WHAT NEEDS TO BE DONE
The lines to copy are those holding the string "names" in the entries below.

EXERCISE INPUTS
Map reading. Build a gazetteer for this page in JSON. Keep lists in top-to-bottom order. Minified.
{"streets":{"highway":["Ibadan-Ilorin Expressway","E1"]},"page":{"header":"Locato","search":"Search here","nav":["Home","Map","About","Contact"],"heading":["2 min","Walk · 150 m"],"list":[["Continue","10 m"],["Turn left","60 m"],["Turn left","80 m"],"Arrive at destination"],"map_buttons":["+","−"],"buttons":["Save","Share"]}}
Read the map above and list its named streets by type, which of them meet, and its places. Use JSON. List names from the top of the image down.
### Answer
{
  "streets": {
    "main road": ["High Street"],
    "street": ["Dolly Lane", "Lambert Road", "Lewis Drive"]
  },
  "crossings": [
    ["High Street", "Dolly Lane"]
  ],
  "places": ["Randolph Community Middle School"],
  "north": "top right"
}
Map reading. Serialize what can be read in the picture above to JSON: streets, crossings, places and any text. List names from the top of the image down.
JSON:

---

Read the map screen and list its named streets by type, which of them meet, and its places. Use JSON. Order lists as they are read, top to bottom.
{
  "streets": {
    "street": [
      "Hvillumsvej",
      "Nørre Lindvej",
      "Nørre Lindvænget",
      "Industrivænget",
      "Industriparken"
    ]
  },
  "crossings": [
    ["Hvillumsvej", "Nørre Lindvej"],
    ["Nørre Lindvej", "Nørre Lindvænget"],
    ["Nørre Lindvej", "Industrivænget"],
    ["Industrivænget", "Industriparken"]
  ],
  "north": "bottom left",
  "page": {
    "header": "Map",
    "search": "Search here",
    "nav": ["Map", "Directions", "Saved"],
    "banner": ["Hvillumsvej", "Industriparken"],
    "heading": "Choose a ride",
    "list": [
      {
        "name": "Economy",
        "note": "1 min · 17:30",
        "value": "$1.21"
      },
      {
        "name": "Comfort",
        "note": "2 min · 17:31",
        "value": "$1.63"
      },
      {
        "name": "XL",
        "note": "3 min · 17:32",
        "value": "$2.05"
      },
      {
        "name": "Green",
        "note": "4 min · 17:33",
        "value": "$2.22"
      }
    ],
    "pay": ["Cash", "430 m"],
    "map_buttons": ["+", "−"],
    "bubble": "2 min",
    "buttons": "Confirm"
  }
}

SOLUTION TO THE EXERCISE
Read the map above and list its named streets by type, which of them meet, and its places. Use JSON. List names from the top of the image down.
Map reading. Serialize what can be read in the picture above to JSON: streets, crossings, places and any text. List names from the top of the image down.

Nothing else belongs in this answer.